Forward to Multiple Return Values! (and return value forwarding?)

Users of languages that have a multiple return value feature seem to rave about it. And it's something that users from languages that don't have it will ask about, complain about, and constantly try to find ways to work around.

Even before an actual implementation of SET-BLOCK! existed, I had inklings that Rebol could do them in a way that is mindbending and original. But there were nagging technical and semantic concerns for every version of the idea I could envision.

Now I have to say that after having the opportunity to do experimentation with the enfix left-quoting hack for multiple return results... and seeing what Ren-C is capable of...

...multi-return is a must-have :heart_eyes_cat:

I'm convinced we'd be wasting SET-BLOCK! terribly in the evaluator if [x y]: [1 2] was only for "setting x to 1 and y to 2". While I've been concerned in the past about consistency in naming with set [x y] [1 2]... we either forget worrying about that or just use something else to do that. e.g. assign [x y] [1 2], problem solved.

In terms of other problems that seem addressed comfortably: I knew that we needed to be able to return NULL to values in multi-return scenarios, but that would be a problem with even the reduced case if we tried to return a BLOCK! to match the SET-BLOCK! in size:

>> [x y]: function-returning-10-and-20
== [10 20]
>> x
== 10
>> y
== 20

>> [x y]: function-returning-null-and-30
== [#[void] 30]  ; can't put null, so... VOID! in first slot?
>> x
== null  ; not the same thing as what the block said...seems bad, yes?
>> y
== 30

But when I disconnected the idea from the old behavior of set [x y] [10 20], the Gordian Knot was cut, and the evaluative result of a SET-BLOCK! had no need to be a BLOCK! with all the values...but merely one value. This made great sense, because since BLOCK! is always truthy, you'd not really be able to make useful conditional behavior be based on a BLOCK! return anyway!
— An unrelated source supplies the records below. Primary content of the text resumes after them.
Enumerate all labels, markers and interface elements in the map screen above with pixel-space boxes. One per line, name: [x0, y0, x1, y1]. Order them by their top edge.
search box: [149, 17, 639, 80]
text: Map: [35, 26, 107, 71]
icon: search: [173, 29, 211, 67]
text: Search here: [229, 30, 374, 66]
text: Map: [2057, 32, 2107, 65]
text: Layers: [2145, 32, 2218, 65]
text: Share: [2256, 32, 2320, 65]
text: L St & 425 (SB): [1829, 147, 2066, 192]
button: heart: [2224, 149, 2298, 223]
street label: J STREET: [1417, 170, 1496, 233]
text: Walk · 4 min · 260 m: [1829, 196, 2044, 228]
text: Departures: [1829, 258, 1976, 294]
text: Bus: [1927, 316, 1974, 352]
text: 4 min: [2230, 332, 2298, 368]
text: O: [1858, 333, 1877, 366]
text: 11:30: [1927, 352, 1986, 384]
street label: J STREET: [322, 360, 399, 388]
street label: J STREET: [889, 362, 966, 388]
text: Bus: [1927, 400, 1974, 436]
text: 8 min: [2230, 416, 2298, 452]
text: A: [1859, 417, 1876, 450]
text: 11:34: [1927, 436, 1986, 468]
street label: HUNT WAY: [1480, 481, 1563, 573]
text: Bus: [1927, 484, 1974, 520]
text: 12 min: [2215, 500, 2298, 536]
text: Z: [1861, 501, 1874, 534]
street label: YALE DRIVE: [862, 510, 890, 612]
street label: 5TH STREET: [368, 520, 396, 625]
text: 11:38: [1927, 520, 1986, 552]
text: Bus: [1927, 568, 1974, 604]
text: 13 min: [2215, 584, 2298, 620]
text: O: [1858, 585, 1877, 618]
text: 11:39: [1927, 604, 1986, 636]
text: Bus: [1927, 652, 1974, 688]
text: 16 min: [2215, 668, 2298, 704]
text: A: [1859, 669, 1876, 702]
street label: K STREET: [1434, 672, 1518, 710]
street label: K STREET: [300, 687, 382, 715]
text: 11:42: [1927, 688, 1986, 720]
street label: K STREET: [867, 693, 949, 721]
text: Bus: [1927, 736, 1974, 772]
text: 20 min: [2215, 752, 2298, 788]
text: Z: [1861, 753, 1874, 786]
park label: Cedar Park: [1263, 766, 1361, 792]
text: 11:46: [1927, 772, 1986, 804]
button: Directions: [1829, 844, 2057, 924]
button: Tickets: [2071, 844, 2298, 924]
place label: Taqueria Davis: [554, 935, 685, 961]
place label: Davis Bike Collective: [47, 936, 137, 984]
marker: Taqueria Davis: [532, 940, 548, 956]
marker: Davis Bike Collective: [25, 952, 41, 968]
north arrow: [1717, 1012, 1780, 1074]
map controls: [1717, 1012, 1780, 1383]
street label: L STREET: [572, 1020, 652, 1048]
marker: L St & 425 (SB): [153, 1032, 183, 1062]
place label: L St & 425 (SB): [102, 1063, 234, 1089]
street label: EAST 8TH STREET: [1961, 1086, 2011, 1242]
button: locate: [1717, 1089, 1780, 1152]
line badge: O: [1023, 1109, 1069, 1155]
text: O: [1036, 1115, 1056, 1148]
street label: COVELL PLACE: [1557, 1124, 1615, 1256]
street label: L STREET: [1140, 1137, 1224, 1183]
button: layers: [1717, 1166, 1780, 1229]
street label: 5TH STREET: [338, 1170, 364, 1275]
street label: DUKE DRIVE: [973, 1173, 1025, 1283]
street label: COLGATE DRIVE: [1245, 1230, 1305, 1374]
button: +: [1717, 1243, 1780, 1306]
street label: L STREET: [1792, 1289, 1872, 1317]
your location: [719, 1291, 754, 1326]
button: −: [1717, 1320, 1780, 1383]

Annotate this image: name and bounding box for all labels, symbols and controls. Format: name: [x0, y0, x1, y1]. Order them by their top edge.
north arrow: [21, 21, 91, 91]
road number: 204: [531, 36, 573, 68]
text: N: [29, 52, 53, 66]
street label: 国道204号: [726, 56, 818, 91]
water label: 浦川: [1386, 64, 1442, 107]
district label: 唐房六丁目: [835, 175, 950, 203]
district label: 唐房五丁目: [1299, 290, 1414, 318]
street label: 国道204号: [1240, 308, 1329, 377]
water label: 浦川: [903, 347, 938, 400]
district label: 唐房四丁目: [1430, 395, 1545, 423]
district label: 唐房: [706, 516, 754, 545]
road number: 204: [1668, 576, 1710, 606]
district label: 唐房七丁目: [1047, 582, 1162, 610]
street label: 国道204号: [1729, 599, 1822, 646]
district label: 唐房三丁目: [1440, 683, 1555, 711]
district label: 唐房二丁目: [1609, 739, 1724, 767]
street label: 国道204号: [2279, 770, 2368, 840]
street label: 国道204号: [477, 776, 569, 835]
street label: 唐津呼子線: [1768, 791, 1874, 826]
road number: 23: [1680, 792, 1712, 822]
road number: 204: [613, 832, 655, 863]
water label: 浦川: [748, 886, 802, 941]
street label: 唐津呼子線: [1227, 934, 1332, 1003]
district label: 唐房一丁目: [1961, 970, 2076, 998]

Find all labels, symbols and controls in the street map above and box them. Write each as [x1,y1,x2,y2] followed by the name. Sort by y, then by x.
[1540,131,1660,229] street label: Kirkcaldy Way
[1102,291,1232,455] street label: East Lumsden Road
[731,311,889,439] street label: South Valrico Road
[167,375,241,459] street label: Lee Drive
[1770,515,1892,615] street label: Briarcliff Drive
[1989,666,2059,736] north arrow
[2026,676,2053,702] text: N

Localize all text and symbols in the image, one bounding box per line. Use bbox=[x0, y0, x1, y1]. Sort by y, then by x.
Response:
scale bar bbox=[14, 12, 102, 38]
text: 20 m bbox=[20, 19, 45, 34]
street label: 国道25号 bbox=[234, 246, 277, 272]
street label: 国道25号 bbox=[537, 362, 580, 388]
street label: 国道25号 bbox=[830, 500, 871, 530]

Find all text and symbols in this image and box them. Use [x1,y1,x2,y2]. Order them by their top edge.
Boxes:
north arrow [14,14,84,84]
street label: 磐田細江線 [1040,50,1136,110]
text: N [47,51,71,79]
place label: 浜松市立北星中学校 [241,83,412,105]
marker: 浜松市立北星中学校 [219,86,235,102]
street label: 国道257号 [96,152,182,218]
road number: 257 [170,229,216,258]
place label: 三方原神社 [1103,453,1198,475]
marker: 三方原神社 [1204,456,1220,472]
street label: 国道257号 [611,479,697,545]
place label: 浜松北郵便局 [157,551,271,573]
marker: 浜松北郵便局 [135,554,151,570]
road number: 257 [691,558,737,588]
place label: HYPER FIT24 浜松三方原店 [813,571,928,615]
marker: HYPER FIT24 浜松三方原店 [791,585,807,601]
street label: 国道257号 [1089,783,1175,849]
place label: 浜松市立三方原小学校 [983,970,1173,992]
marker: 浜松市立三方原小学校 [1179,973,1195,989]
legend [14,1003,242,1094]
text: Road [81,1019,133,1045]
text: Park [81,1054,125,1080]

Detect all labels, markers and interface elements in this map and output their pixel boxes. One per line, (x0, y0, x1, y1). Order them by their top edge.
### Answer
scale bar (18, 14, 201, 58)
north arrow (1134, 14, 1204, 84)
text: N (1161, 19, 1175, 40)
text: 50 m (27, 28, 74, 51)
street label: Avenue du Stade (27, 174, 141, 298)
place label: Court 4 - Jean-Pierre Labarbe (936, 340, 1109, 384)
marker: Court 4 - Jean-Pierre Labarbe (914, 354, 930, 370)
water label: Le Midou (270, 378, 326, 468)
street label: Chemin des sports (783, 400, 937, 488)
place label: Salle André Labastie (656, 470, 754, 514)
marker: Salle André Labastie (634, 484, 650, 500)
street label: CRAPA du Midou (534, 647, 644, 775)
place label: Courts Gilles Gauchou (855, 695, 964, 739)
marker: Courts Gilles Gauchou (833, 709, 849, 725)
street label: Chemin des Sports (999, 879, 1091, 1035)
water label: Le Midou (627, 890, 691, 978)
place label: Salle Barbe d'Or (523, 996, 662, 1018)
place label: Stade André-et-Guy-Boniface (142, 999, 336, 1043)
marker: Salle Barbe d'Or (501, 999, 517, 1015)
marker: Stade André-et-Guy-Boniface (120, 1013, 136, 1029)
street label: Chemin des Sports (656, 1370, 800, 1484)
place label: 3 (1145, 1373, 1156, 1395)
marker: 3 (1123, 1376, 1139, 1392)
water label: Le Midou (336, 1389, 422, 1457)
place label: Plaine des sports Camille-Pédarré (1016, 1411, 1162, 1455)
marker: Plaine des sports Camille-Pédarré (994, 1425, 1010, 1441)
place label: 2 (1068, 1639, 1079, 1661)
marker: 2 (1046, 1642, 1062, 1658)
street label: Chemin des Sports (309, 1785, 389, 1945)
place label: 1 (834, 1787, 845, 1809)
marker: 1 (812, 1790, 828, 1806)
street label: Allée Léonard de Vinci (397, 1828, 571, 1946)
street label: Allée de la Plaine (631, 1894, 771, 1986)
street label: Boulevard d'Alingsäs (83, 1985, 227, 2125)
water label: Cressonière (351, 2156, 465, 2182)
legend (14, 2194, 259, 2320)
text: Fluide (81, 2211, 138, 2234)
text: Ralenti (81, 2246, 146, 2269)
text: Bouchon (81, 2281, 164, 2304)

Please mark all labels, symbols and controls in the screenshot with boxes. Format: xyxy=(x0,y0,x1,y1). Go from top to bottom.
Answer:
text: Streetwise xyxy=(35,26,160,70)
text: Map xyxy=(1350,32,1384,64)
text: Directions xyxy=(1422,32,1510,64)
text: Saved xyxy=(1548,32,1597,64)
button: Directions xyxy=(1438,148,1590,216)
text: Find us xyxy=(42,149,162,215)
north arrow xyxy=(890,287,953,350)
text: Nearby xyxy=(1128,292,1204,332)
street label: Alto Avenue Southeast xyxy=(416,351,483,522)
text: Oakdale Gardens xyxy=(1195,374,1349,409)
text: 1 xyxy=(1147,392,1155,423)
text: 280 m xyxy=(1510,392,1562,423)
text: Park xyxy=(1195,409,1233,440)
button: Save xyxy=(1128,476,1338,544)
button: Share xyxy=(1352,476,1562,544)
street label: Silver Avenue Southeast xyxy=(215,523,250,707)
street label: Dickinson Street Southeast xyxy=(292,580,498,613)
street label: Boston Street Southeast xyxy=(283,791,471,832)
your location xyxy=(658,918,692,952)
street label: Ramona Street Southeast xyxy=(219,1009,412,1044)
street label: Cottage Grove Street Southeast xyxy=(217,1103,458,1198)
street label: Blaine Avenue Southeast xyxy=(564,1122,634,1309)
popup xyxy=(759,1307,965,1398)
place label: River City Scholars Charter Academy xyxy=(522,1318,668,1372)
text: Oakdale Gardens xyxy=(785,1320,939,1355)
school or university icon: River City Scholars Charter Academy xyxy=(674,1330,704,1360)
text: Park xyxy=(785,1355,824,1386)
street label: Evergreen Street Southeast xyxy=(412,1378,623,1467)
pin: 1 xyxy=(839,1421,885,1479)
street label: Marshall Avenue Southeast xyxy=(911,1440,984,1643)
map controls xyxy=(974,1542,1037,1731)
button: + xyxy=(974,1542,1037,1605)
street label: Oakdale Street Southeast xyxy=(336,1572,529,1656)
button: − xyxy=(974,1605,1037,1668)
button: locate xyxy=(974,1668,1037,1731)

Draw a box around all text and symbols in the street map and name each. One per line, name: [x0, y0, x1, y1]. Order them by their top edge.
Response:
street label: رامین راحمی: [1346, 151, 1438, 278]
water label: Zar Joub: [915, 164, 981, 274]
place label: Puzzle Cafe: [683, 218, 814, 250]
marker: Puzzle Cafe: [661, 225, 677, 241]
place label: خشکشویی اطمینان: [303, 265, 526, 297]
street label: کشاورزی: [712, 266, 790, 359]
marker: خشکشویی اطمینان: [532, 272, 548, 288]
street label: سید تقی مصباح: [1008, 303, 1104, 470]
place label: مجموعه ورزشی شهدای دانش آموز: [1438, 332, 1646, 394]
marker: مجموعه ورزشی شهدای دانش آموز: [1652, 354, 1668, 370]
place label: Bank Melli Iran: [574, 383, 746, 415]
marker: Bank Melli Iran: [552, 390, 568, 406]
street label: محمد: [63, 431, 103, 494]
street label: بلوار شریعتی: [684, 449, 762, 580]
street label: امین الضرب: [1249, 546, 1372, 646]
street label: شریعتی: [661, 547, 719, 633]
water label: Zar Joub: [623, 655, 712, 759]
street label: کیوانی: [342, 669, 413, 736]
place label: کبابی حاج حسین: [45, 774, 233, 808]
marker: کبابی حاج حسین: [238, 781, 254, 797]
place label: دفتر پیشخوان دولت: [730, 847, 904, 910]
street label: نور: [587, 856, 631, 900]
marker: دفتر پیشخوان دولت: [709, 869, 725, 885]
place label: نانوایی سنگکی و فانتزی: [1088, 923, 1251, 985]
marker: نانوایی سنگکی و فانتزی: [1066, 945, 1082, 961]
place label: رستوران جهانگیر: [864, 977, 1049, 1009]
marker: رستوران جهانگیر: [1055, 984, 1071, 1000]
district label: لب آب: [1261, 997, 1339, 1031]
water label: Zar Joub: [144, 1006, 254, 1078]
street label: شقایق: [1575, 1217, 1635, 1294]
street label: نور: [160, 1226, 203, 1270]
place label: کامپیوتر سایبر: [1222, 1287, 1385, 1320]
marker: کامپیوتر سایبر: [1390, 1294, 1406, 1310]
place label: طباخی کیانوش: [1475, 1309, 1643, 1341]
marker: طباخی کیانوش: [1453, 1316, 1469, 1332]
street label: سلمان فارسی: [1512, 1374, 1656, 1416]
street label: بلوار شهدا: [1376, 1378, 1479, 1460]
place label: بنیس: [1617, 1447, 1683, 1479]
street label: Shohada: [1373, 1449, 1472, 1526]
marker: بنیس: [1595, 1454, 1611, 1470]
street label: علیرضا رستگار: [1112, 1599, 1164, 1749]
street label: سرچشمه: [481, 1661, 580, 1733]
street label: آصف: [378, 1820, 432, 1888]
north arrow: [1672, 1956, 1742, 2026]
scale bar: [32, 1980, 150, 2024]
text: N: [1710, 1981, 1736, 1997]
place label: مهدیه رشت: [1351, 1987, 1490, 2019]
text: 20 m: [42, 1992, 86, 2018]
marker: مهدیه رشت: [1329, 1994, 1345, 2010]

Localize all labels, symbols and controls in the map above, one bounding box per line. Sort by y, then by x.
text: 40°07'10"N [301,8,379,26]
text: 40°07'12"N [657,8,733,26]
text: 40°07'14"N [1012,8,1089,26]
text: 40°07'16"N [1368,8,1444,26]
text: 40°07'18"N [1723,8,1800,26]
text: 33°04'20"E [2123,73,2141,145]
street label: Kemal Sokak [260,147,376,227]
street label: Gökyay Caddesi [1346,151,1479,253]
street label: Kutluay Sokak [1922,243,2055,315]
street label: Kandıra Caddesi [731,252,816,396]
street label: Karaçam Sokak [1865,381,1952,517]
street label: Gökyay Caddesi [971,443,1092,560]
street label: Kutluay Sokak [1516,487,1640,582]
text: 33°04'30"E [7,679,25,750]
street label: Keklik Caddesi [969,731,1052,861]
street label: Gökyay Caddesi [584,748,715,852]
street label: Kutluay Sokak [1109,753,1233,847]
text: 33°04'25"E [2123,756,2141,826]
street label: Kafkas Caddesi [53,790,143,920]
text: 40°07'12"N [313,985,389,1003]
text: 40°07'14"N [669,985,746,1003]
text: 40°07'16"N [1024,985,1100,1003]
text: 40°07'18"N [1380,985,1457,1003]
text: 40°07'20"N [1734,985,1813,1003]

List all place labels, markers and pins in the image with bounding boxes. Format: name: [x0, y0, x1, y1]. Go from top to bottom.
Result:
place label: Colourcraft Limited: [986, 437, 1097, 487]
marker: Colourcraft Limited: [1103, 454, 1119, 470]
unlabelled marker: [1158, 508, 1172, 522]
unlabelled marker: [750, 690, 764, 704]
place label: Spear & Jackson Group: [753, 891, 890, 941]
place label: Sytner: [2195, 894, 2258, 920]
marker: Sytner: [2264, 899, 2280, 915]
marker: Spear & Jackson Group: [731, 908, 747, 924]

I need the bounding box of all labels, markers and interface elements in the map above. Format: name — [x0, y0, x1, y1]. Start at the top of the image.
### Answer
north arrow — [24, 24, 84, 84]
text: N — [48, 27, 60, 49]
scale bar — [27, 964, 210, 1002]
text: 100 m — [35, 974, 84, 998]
>> [x y]: function-returning-10-and-20
== 10
>> x
== 10
>> y
== 20

>> [x y]: function-returning-null-and-30
== null  ; so you could meaningfully say `if [x y]: whatever [...]`
>> x
== null
>> y
== 30

The question of whether it has to be the first value is an open one. If you could annotate the elements of the SET-BLOCK! that might be a way of saying otherwise. And perhaps the single return doesn't have to be coupled to the multi-value return case at all (?)

An Important Feature: Return Awareness

The old school "multiple return" method was to pass in WORD!s to set as variables. Such as DO/NEXT:

 r3-alpha>> value: do/next [1 + 2 10 + 20] 'pos
 == 3

 r3-alpha>> pos
 == [10 + 20]

You see that DO could check for the presence of the /NEXT refinement and behave differently. It knows whether it has one return value or two. Based on that knowledge, many routines might have more optimized implementations when not all the possible return results they could give are wanted.

Previously I phrased this with the example:

 >> [x y]: sum-and-difference 20 10

Let's say that gives back 30 and 10. But if the user omitted return results, it might be possible to be more efficient:

 >> x: sum-and-difference 20 10
 >> [x]: sum-and-difference 20 10
 >> [x _]: sum-and-difference 20 10
 ; ^-- let's say all are equivalent ways of asking for the sum
 ; but not the difference.

 >> [_ y]: sum-and-difference 20 10
 ; ^-- asks for the difference but not the sum

How would it be able to tell? It seems like it would be bad to give it the actual BLOCK! it's assigning into, because it could look at the prior values...and it feels like the words in the return block should not be used to pass information as a out-of-band input.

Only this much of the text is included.